Rancho Dominguez-based Transport Express offered Bay Area trucking companies $1,400 per truck per day, $400 more than it normally charges importers, to haul containers for two of its biggest clients that diverted cargo to Oakland. There were no takers.


“All of us are behind in orders one to five days already,” said Patty Senecal, vice president of sales and marketing for Transport Express. “The companies I called said they didn’t have capacity to bring trucks south. It’s a mess.”

In many cases, importers are telling customers they have little choice but to wait out the delays and expect additional costs when the products do come in.

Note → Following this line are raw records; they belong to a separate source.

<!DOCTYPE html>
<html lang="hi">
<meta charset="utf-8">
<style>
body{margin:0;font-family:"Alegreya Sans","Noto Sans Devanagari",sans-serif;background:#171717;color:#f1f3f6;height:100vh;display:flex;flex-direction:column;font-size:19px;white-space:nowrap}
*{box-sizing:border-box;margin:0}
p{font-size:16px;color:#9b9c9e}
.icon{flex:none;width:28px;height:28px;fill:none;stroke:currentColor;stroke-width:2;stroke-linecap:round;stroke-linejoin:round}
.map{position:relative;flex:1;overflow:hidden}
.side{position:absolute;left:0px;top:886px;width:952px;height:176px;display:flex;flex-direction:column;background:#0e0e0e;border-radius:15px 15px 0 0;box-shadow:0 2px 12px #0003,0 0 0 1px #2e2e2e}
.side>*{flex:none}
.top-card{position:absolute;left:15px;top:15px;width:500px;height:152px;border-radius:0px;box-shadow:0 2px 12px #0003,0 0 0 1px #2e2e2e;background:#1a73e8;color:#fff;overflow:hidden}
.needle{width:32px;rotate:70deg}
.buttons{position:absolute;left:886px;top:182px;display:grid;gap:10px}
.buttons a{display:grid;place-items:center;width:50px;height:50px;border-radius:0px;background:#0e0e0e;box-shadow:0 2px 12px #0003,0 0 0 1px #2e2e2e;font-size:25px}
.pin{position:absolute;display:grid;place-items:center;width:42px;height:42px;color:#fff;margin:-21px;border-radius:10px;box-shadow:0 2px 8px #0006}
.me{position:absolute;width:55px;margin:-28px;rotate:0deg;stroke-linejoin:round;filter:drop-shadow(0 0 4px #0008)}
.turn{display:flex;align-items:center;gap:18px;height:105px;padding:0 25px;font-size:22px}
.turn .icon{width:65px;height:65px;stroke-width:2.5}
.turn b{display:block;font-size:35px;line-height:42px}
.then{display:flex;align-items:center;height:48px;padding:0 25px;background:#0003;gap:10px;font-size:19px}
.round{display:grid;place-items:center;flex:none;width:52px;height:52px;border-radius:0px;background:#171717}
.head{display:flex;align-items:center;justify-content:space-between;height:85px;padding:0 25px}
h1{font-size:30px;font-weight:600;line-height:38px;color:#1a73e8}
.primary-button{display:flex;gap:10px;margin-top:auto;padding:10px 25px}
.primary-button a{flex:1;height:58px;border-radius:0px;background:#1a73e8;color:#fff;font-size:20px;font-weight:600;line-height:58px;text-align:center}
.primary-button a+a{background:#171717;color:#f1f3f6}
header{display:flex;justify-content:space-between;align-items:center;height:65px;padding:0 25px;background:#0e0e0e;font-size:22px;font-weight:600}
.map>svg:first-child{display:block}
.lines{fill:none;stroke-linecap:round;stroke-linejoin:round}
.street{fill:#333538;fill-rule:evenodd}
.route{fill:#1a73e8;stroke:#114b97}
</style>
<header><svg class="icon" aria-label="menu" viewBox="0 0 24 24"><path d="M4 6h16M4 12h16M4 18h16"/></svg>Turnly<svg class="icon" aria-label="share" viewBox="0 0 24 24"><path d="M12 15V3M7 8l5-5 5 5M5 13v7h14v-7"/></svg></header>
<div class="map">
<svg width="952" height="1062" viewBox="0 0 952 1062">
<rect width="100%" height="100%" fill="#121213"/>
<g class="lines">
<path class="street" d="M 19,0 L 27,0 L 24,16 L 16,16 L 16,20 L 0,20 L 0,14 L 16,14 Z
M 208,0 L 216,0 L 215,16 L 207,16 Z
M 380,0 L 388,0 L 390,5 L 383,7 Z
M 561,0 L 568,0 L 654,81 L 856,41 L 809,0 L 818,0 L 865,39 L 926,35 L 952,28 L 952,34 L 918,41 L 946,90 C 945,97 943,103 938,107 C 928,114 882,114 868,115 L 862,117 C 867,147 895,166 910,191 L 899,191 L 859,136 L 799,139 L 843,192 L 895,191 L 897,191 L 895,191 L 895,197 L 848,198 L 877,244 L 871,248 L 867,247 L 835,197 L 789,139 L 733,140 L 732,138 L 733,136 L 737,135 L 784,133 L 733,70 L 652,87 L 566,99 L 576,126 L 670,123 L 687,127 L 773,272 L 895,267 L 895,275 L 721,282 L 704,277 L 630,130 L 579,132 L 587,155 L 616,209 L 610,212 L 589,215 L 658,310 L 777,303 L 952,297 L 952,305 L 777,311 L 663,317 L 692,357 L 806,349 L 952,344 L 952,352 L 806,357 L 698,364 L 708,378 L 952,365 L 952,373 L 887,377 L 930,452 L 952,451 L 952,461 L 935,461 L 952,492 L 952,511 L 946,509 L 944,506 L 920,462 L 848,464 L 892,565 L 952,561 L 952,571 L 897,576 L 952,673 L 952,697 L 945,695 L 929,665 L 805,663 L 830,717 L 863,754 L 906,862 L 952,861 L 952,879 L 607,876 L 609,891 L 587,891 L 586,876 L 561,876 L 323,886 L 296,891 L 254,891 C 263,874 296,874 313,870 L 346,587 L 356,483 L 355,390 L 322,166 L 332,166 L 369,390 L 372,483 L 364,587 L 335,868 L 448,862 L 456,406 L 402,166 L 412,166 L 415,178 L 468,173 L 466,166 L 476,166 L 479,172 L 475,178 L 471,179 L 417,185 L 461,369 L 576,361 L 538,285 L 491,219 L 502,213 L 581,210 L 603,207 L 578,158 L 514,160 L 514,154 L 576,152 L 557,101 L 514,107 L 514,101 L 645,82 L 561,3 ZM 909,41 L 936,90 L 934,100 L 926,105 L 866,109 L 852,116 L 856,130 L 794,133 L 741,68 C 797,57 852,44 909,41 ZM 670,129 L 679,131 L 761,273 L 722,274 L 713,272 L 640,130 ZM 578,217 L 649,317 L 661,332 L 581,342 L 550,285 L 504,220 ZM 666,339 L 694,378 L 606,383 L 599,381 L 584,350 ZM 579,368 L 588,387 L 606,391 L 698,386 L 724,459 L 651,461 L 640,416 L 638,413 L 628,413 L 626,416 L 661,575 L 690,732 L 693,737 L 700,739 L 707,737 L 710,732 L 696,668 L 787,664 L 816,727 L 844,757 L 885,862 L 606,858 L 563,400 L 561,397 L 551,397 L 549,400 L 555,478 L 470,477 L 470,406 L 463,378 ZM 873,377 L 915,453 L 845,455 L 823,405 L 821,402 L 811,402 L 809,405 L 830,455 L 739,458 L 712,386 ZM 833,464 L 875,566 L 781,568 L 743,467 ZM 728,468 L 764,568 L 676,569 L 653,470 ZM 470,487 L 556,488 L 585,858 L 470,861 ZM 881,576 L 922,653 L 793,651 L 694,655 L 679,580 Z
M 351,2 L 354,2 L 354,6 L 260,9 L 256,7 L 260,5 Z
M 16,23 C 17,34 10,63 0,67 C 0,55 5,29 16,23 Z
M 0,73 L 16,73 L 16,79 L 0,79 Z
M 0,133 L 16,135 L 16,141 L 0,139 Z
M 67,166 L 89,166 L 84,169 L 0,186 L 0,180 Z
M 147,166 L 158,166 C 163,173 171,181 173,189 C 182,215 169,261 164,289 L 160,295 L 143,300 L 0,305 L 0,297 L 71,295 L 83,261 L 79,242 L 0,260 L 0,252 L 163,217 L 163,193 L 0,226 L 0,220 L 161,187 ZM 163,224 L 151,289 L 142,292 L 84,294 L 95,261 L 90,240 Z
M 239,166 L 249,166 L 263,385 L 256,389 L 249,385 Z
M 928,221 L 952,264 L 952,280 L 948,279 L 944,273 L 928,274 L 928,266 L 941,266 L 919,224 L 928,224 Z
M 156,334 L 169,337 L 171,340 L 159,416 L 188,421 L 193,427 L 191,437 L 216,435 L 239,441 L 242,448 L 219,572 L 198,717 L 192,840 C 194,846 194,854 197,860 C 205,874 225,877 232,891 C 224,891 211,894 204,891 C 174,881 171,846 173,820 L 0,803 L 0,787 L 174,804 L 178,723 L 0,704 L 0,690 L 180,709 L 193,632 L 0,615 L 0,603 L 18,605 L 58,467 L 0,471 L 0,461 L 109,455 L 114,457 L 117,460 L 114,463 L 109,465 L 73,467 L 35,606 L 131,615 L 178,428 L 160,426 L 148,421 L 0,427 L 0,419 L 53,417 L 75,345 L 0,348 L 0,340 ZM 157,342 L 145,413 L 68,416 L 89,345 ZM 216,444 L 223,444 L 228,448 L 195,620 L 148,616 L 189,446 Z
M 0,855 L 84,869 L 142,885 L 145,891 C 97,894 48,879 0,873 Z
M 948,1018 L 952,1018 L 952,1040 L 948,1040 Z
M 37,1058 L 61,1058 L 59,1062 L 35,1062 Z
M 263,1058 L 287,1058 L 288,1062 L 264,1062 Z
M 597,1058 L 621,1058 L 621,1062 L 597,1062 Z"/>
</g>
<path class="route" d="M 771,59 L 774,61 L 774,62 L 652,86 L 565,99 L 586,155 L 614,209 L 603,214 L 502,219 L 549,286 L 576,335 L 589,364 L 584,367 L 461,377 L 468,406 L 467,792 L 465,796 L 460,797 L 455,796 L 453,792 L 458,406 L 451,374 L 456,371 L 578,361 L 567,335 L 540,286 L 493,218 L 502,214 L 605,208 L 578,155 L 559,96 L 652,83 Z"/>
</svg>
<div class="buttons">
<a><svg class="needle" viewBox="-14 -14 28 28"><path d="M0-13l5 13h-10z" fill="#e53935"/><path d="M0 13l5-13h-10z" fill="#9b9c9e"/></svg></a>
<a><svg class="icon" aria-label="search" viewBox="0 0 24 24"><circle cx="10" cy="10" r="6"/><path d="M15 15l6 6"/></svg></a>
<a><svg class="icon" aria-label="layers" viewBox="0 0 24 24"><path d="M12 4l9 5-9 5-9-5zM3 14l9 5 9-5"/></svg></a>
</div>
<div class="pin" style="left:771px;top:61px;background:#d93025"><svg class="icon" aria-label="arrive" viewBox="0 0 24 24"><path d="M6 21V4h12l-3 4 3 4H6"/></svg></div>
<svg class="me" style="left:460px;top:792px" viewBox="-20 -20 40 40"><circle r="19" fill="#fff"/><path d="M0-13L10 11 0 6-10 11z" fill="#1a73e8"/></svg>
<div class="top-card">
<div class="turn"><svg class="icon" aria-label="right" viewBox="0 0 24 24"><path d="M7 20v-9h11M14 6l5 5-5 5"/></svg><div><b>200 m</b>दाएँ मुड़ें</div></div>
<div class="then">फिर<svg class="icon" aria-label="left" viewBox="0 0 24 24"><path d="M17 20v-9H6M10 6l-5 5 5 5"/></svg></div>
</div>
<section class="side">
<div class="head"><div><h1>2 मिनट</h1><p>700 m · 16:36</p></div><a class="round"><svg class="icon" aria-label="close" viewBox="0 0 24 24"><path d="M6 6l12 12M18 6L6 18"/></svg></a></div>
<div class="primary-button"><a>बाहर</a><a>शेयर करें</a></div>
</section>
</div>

And the ports themselves are losers. Both facilities charge between $35 to $50 in docking fees for each 40-foot-long box (depending on the value of the cargo), plus additional dockage and demurrage charges the ports generate when they store the containers.


Though Long Beach and L.A.’s container counts are up 19.4 and 4.5 percent, respectively, compared to the year earlier, port officials are not sneezing at the loss of revenues.


“The revenue could stay over here and benefit the local economy instead of going over to Oakland,” said Tony Urrutia, assistant director of finance for the Long Beach port, which generated $249.5 million in gross revenues last year. “We don’t want it to occur (because) every little bit helps. But if it occurs, we will deal with it. It’s not going to stop us from continuing our operations.”

Others have to grin and bear it.


Santa Monica furniture shop Dolche Dormire has had to tell customers who selected made-to-order pieces ordered from Italy nine to 12 weeks ago that they have to wait at least another week beyond the expected delivery date.

“Sometimes they get upset,” said Francesca Bianchi, the store’s owner. “They say, ‘The furniture is supposed to be here and it’s not here and why is that?’ That’s how the business is, importing from Europe. We need to be patient.”